Le dossier de la mise aux normes des stations d’épuration connaissait hier une étape importante.
Rappelons que 8 maires ont été mis en examen pour pollution, une procédure unique sur le territoire de la République. Cette procédure exceptionnelle est liée à la non application des normes européennes en matière d’assainissement. Or, lors de la séance des questions à l’Assemblée nationale, Jean-Louis Borloo annonçait que 156 collectivités ne respectent pas les normes européennes.
Les élus sont mobilisés de longue date. Outre les projets qui en sont au stade de la consultation des entreprises, plusieurs motions ont été rendues publiques.
C’est tout d’abord celle de l’Association des Maires, déposée le 29 mai à la Préfecture.

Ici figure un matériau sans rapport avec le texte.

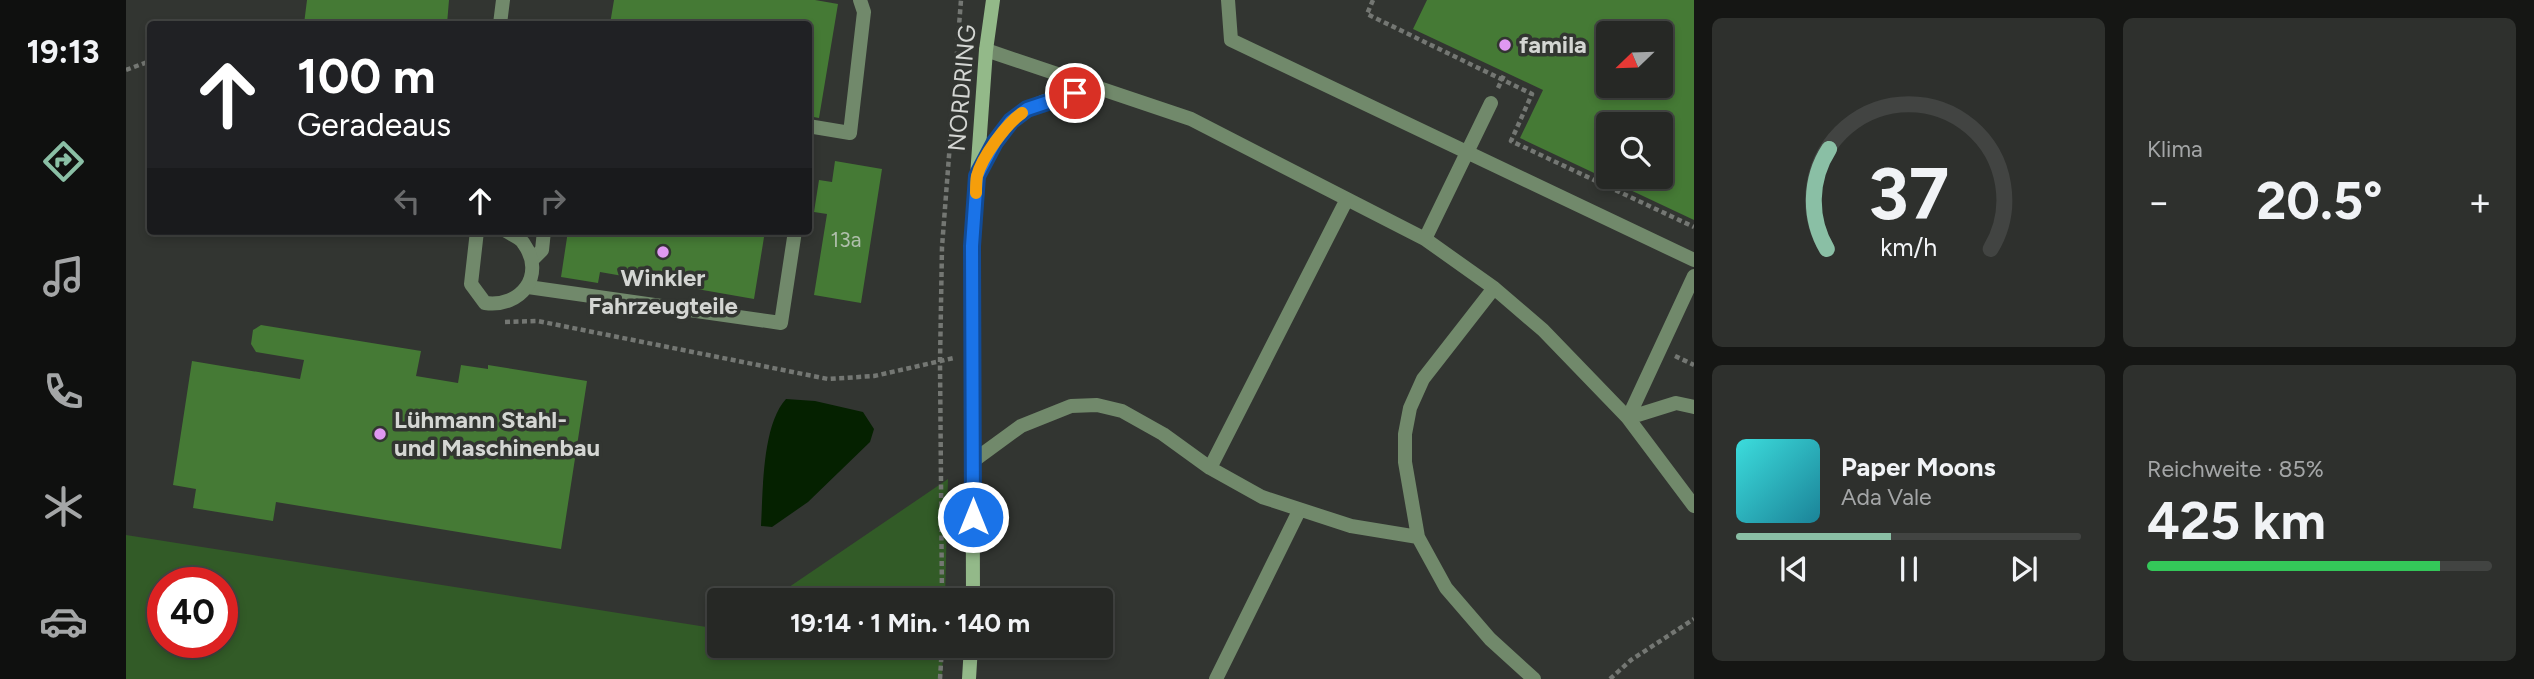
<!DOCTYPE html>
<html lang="de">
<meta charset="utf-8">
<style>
body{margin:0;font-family:Figtree,sans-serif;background:#2e302d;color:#f1f3f6;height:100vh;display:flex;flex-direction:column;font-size:26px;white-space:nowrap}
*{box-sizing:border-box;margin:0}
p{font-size:23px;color:#a4a6a7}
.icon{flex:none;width:38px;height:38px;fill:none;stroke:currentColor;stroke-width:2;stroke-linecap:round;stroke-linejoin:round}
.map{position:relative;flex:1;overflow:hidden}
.drawer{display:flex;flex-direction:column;gap:18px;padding:18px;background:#151614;width:840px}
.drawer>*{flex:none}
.hud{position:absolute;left:21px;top:21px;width:665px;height:214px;border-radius:7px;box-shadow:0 4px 10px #0003,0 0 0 2px #424442;background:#202124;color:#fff;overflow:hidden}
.needle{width:46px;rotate:247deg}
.tools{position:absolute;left:1470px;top:21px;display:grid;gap:14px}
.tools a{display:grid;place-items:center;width:77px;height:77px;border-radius:7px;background:#262825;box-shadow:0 4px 10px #0003,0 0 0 2px #424442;font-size:35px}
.speed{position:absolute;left:21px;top:567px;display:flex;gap:14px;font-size:35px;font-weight:700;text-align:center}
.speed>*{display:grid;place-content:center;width:91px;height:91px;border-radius:50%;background:#262825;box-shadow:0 4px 10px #0003,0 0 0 2px #424442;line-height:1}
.speed .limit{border:10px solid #d22;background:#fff;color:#111}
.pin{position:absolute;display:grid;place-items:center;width:60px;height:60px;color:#fff;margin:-30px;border:4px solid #fff;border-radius:50%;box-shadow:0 2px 7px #0007}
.me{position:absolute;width:77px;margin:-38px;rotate:0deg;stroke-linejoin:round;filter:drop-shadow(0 0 5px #0008)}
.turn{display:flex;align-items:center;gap:24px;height:147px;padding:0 35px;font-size:32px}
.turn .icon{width:91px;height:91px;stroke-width:2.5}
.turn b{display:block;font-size:49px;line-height:60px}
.lanes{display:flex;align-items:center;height:66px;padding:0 35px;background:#0003;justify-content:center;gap:35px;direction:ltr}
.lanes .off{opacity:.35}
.big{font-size:52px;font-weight:700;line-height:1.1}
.drawer .widget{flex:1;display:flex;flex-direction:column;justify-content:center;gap:10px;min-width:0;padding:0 24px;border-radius:10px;background:#2e302d}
.drawer .dial{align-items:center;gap:0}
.dial svg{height:182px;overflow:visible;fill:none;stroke:#424442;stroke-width:7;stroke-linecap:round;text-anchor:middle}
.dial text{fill:#f1f3f6;stroke:none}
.song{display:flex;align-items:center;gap:21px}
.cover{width:84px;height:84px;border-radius:10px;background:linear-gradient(135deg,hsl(180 70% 55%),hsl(190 70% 35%))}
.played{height:7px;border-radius:4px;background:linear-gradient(90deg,#8abfa5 45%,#424442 45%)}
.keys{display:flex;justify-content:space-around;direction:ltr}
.heat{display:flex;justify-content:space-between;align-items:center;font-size:38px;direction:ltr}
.charge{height:10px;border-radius:5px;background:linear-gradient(90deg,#34c759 85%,#424442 0)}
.drawer .tiles{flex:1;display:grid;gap:18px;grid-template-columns:repeat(2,1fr)}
.trip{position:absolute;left:581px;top:588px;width:406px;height:70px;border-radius:7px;background:#262825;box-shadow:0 4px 10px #0003,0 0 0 2px #424442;font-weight:700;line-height:70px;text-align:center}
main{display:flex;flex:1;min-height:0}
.dock{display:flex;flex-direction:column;width:126px;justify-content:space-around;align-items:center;background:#0f100f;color:#a4a6a7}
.dock .icon{width:49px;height:49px}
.dock .current{color:#8abfa5}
.dock b{font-size:32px;color:#f1f3f6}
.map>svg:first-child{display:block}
</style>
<main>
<nav class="dock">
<b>19:13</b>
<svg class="icon current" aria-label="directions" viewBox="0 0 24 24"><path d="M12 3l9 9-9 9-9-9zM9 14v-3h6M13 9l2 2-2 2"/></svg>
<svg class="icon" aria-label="music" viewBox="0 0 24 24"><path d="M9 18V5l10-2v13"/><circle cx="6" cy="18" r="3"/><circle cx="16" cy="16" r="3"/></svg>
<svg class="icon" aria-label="phone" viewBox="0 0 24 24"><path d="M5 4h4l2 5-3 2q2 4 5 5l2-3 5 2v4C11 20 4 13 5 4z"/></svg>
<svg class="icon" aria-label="climate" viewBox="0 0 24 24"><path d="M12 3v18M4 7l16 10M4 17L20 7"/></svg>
<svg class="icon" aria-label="car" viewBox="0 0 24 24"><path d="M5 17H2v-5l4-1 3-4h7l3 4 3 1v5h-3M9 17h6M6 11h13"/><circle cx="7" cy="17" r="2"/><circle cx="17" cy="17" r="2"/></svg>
</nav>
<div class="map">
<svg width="1568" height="679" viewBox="0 0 1568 679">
<rect width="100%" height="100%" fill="#323531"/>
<!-- green -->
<path fill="#325b27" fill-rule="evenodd" d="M822,479L819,600H644Z
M0,535L593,629V646H817L816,679H0ZM37,583H96V642H37Z"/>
<!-- water -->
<path fill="#052100" d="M660,399L689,401L737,412L748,429L744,442L682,502L646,527L635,526C637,491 636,425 660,399Z"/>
<!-- building -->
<path fill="#457a35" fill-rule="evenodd" d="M181,0H323L321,24H178Z
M488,0H689L712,4L693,118L682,116V24H484Z
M1301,0H1568V220L1394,138L1417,90L1287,29ZM1482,33H1535V86H1482ZM1482,124H1535V177H1482Z
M709,161L756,169L735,303L688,295L701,214L688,212L693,180L706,182Z
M442,231H639L628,299L474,272L472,283L435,277Z
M135,325L295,351L290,376L332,383L335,365L362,369V365L461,381L435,549L150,502L147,521L67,508L70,489L47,485L66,361L174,379L178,360L130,352L125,344L127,330Z"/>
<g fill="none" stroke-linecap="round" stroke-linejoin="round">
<!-- path -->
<path stroke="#747773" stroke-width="4.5" stroke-dasharray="5 3.5" stroke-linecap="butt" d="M1247,0L1241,14L1406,94L1385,141L1568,227
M0,70L24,61
M1372,88L1379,73
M379,322L412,321L702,379L748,376L828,358
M1549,356L1568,365
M816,600L814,362L816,247L835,0
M814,679L816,646
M1484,679L1505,660L1568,619"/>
<!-- lane -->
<path stroke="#71896b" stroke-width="14" d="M1102,0L1105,40L1568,260
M860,50L1065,119L1299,239L1368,288L1417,330L1502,418L1568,506
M682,126L724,133L738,12L734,0
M851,175C861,157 871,135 886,120C908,100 943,93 972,89
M1299,239L1365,103
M406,260L416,250L418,231
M402,287L655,323L669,231
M1368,288L1297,379L1284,408L1279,434V462L1292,537L1320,588L1364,639L1408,679
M1502,418L1568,276
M1502,418L1550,403L1568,407
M847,461L895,426L945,406L971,405L996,411L1037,434L1084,468L1136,497L1225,526L1292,537
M1084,468L1221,199
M1090,679L1173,511"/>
<!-- street -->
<path stroke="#71896b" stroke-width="14" d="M374,24L377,0
M351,231L345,284L359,303C395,308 420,275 398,244C395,238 386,235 380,231"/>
<!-- secondary -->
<path stroke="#93b989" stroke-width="14" d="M847,600L846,246L860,50L867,0
M843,679L845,646"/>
</g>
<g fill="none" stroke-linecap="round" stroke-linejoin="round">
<!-- route casing -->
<g stroke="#114b97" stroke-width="18">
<path id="route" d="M847,517L846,246L851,176L869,142L885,121L901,109L949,93"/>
</g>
<!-- route -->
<use href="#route" stroke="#1a73e8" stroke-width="12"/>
<!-- slow -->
<path stroke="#f59e0b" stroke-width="12" d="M850,193C850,188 850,181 851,176C856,157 880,124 896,113"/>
</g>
<!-- markers -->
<g fill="#df98f1" stroke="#323531" stroke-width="2.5">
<circle cx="1379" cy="45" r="7"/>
<circle cx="537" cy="252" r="7"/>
<circle cx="254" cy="434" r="7"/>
</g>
<g text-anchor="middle" stroke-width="7" stroke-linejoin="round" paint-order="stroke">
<!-- number labels -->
<g font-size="21" fill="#b0bfac">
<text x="720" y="247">13a</text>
</g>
<!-- poi labels -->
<g font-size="24" font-weight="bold" fill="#d4d6d3" stroke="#323531" text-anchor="start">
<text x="1393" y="53">famila</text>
<text x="537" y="286" text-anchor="middle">Winkler<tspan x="537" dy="28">Fahrzeugteile</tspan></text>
<text x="268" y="428">Lühmann Stahl-<tspan x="268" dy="28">und Maschinenbau</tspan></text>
</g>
<!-- street labels -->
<g font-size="24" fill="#d4d6d3" stroke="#323531">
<text transform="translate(836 88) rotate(-85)" y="8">NORDRING</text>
</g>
</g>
</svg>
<div class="tools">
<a><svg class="needle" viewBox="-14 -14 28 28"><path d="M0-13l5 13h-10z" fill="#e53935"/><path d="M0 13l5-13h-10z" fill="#a4a6a7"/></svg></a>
<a><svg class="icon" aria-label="search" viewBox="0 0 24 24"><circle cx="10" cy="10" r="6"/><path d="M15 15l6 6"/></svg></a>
</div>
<div class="speed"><div class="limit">40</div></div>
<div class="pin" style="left:949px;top:93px;background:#d93025"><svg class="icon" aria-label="arrive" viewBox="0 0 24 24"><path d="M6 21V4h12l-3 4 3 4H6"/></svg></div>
<svg class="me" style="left:847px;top:517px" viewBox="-20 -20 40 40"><circle r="17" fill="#1a73e8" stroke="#fff" stroke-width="3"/><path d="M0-11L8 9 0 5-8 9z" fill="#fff"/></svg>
<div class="trip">19:14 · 1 Min. · 140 m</div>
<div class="hud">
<div class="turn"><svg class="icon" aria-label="ahead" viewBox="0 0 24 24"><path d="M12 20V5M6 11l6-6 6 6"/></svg><div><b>100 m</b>Geradeaus</div></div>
<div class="lanes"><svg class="icon off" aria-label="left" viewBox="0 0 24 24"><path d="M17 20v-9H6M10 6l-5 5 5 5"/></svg><svg class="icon" aria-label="ahead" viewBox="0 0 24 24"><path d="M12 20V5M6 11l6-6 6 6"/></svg><svg class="icon off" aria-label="right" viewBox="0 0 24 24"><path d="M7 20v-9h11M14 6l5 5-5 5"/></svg></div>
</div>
</div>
<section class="drawer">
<div class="tiles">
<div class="widget dial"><svg viewBox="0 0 100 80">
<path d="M14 69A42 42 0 1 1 86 69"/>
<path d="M14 69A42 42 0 0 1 15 25" stroke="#8abfa5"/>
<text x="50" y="56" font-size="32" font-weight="700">37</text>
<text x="50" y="72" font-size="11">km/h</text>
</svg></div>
<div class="widget"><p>Klima</p>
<div class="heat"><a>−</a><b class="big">20.5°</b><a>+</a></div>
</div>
<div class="widget">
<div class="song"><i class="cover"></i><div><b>Paper Moons</b><p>Ada Vale</p></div></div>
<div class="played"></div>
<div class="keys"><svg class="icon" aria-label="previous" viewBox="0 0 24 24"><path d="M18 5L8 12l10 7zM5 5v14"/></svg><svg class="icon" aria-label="pause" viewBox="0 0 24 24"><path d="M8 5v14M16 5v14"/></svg><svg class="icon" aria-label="next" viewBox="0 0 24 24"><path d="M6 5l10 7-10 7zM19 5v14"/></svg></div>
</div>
<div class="widget"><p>Reichweite · 85%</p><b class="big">425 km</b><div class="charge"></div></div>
</div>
</section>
</main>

Les maires de La Réunion tout d’abord « s’insurgent contre un tel procédé qui consiste purement et simplement à instrumentaliser l’institution judiciaire comme si elle pouvait gérer, par ses moyens coercitifs, les questions relevant des compétences des collectivités territoriales », rappellent la condamnation de l’Etat par l’Union européenne pour le non respect des normes européennes dans de nombreuses collectivités, et souhaitent être fixés de manière définitive sur le mode de financement des stations d’épuration.

« Rétablir le co-financement à hauteur de 80% »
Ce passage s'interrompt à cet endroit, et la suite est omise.